In the listing below, the answer starts at the line that has "height:11px; margin:-5.5px; padding:0" and stops after the line that has "width:11px; height:11px; translate:-50%"; please repeat that part exactly and nothing more.
STUDY MATERIAL section start
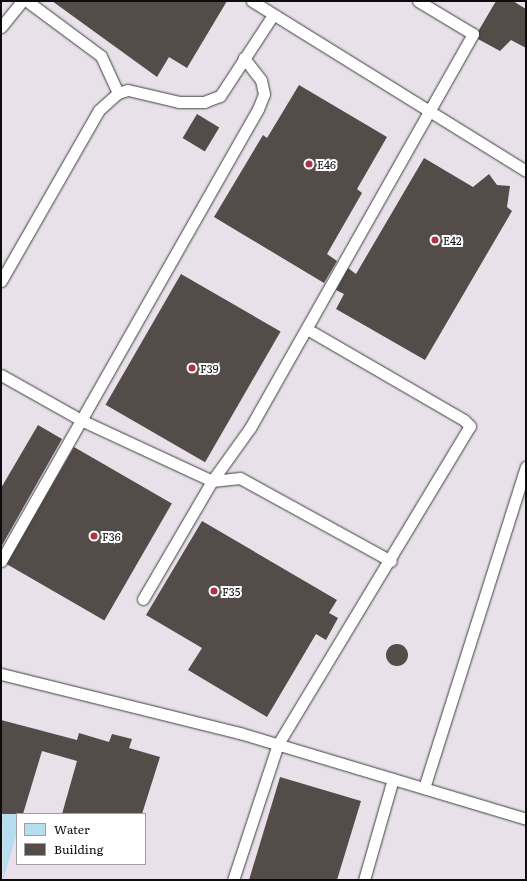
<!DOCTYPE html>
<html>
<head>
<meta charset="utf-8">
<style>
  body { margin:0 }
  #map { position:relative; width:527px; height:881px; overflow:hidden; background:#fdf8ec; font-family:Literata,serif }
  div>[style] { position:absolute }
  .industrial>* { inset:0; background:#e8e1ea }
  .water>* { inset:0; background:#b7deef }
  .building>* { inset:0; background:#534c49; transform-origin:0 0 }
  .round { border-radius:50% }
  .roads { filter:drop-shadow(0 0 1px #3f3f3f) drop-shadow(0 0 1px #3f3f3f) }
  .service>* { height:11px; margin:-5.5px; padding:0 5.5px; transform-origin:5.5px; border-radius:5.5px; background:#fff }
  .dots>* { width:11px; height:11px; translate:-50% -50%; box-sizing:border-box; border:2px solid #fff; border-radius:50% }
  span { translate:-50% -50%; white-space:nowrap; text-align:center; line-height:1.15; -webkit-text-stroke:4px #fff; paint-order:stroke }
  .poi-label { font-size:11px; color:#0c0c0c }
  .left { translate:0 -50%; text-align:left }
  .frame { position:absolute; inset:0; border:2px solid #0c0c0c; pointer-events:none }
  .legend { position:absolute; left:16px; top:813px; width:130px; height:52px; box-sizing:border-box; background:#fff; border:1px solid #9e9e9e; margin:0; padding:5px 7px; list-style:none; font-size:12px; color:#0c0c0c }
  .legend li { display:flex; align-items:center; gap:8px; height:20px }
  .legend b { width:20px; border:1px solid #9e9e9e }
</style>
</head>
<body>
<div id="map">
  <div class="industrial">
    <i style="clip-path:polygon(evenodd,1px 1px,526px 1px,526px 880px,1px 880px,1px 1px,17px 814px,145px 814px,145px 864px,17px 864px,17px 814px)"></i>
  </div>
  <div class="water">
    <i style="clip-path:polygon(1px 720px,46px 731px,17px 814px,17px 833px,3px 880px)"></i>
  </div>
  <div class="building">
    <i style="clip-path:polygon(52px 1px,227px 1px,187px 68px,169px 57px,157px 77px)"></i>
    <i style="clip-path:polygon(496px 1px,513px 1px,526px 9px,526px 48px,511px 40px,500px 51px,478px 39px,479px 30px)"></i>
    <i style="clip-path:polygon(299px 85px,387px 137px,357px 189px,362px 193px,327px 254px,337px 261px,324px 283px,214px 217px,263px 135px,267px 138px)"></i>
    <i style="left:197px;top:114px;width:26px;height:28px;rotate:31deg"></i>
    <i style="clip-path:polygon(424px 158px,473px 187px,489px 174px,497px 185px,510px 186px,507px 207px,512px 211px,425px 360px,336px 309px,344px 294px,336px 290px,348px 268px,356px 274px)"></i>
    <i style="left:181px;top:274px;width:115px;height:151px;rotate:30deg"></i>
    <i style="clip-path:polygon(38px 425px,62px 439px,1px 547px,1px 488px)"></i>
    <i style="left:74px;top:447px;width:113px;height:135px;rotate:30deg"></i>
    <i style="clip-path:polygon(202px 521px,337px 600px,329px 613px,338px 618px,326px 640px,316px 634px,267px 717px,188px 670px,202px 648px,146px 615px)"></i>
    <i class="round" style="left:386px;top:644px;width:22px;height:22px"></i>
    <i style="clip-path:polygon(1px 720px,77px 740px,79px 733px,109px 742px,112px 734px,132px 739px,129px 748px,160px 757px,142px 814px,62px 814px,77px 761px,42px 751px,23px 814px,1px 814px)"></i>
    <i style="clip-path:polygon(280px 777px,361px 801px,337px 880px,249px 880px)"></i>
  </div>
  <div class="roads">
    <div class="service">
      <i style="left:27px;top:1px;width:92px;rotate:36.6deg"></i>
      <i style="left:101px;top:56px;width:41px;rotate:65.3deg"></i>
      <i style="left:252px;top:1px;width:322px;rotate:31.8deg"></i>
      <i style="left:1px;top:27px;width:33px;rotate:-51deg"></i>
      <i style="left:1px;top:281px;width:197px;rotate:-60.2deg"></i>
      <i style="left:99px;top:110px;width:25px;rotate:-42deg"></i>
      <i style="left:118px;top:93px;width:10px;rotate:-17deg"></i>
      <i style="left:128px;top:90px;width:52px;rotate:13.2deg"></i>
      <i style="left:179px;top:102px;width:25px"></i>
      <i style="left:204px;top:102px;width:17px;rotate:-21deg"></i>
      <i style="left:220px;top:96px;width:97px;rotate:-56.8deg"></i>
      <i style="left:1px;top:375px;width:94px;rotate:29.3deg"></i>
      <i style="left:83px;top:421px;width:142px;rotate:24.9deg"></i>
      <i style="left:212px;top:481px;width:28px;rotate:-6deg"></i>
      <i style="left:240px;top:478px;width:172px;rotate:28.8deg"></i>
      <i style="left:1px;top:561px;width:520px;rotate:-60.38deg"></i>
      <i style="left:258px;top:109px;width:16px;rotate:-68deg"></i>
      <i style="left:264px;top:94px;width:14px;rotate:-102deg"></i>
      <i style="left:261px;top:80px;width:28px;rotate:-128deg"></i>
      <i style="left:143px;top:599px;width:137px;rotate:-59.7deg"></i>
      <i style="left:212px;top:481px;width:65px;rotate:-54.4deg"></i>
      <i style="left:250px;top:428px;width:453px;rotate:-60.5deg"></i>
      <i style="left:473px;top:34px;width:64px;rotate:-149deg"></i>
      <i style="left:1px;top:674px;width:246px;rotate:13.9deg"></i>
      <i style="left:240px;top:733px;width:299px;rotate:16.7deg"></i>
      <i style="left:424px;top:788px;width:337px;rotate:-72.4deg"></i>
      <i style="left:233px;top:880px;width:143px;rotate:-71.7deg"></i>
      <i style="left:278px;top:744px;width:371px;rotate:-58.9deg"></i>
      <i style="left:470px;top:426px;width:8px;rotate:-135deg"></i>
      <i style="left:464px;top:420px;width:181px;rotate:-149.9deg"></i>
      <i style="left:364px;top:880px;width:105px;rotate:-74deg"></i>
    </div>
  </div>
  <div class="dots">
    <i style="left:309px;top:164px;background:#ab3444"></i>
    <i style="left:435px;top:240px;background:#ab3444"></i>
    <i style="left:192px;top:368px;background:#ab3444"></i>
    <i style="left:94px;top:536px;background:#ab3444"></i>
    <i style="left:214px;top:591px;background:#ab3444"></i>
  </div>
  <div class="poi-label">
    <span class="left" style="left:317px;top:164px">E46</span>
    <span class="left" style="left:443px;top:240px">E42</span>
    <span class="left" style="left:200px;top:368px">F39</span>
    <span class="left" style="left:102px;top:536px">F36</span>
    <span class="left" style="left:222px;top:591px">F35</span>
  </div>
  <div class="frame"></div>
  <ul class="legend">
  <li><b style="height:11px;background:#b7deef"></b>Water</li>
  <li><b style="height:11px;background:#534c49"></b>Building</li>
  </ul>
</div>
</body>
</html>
STUDY MATERIAL section end
*THE ANSWER*:
  .service>* { height:11px; margin:-5.5px; padding:0 5.5px; transform-origin:5.5px; border-radius:5.5px; background:#fff }
  .dots>* { width:11px; height:11px; translate:-50% -50%; box-sizing:border-box; border:2px solid #fff; border-radius:50% }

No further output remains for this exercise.